Collected data entries
- Opening Delimiter -

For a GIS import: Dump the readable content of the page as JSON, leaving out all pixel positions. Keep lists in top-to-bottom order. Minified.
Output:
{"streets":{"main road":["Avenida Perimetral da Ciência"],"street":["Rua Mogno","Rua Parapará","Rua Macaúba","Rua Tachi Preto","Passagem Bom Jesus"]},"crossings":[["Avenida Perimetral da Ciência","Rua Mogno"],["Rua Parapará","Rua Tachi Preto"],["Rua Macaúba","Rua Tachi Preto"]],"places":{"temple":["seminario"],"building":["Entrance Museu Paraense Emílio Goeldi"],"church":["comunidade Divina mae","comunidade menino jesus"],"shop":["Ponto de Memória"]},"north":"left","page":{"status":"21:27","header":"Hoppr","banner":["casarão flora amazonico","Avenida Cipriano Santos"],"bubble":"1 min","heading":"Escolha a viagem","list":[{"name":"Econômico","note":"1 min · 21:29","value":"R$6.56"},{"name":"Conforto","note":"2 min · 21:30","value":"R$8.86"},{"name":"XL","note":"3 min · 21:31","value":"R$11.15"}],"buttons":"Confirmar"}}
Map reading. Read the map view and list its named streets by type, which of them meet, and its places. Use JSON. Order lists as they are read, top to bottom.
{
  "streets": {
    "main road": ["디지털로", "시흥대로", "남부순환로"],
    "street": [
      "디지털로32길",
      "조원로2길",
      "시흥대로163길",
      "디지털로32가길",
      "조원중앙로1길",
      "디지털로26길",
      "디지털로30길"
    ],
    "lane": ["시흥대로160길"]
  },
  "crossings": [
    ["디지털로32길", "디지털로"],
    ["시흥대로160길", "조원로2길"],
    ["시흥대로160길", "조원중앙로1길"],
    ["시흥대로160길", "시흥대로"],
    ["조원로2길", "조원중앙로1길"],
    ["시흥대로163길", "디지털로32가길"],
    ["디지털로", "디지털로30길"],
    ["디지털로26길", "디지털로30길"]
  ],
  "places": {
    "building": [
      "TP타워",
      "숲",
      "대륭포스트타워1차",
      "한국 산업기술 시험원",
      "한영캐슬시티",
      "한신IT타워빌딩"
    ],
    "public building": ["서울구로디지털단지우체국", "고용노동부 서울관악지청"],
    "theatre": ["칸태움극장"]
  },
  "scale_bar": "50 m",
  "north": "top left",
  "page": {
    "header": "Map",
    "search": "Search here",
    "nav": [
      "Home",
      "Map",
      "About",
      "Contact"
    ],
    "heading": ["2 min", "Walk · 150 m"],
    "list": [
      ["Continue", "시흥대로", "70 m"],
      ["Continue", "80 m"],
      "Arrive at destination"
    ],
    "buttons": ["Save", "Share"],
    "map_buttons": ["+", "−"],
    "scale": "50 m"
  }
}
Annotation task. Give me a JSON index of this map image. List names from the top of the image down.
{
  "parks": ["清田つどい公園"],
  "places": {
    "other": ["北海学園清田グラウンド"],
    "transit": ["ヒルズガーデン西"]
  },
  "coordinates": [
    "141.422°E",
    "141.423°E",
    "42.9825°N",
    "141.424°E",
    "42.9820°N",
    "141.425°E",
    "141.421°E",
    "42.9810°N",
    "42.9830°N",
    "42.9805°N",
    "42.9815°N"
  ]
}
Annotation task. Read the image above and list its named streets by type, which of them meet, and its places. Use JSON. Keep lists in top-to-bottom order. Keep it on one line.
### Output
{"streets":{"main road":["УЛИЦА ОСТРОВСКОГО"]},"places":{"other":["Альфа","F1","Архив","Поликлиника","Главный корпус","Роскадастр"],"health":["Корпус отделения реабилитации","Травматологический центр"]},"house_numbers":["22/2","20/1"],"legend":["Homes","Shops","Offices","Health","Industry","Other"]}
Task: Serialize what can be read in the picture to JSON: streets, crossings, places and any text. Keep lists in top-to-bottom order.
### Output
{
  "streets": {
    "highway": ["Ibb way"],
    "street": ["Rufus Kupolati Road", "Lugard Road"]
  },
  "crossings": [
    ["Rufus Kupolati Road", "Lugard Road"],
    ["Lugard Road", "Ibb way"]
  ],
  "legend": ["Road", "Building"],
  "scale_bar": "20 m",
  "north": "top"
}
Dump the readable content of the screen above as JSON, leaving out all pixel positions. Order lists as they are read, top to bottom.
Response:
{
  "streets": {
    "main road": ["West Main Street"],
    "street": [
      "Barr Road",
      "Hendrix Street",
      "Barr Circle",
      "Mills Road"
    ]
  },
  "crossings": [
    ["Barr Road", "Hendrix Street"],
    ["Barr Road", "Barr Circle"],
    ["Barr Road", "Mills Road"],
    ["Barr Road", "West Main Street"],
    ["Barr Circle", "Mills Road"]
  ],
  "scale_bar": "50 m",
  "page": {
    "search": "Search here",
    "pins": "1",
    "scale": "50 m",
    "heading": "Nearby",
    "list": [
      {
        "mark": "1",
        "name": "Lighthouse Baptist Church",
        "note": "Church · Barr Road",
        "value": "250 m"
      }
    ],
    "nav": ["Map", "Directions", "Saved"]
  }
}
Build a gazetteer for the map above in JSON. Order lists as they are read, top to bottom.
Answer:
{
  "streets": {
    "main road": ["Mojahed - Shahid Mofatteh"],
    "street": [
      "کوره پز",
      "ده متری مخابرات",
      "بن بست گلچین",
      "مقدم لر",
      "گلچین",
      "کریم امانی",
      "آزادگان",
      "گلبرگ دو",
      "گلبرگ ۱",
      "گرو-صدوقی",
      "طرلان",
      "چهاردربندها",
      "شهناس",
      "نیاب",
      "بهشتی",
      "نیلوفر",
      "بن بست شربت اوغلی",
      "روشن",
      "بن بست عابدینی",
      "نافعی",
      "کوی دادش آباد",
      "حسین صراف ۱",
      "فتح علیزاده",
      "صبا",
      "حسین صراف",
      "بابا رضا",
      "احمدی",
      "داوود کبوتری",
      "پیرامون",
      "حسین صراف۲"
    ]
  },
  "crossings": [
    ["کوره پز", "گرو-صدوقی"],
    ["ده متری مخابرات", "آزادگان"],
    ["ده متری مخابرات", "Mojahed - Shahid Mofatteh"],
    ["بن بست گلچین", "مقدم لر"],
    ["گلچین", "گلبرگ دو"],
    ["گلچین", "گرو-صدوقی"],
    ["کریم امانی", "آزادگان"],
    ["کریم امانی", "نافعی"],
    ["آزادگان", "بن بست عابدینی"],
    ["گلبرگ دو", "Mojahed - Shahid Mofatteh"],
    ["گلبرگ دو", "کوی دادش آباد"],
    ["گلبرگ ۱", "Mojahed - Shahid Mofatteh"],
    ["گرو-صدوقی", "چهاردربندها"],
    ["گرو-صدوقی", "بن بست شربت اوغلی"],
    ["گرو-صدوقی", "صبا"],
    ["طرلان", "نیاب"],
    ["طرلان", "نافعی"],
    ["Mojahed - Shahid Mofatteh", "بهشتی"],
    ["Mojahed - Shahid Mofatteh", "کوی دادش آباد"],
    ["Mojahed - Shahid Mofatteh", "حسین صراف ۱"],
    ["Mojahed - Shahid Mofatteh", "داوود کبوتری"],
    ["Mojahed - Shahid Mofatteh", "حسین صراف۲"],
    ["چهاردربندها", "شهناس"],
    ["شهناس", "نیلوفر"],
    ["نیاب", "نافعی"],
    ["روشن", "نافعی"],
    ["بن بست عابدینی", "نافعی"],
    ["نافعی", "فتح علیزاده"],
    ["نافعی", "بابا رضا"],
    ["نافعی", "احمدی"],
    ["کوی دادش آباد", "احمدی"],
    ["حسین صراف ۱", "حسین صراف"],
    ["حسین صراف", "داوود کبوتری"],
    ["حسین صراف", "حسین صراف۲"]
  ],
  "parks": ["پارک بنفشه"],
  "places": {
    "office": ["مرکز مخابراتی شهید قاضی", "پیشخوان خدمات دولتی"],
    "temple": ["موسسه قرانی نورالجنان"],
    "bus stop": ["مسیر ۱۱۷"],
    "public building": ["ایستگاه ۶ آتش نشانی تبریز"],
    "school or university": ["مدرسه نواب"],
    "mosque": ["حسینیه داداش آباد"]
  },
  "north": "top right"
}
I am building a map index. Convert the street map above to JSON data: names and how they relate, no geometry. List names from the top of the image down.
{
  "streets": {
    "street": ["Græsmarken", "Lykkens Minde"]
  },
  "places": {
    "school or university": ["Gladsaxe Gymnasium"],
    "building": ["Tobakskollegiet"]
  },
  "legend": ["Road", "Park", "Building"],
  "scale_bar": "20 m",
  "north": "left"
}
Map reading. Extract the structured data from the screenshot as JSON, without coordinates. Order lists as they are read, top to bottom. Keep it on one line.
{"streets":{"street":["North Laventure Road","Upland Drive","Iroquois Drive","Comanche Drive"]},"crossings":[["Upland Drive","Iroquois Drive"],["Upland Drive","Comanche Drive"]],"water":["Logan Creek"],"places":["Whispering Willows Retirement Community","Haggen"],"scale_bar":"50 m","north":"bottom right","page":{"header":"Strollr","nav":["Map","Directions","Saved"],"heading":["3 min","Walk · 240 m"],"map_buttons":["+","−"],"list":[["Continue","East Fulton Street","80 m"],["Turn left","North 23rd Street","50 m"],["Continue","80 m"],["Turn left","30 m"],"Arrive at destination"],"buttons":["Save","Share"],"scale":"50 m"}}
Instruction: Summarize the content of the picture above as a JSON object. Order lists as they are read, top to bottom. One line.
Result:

- Closing Delimiter -

(REQUIRED WORK):
Only the lines that hold the word "content" are wanted; each should be pulled from the records.

(ANSWER TO THE PROBLEM):
For a GIS import: Dump the readable content of the page as JSON, leaving out all pixel positions. Keep lists in top-to-bottom order. Minified.
Dump the readable content of the screen above as JSON, leaving out all pixel positions. Order lists as they are read, top to bottom.
Instruction: Summarize the content of the picture above as a JSON object. Order lists as they are read, top to bottom. One line.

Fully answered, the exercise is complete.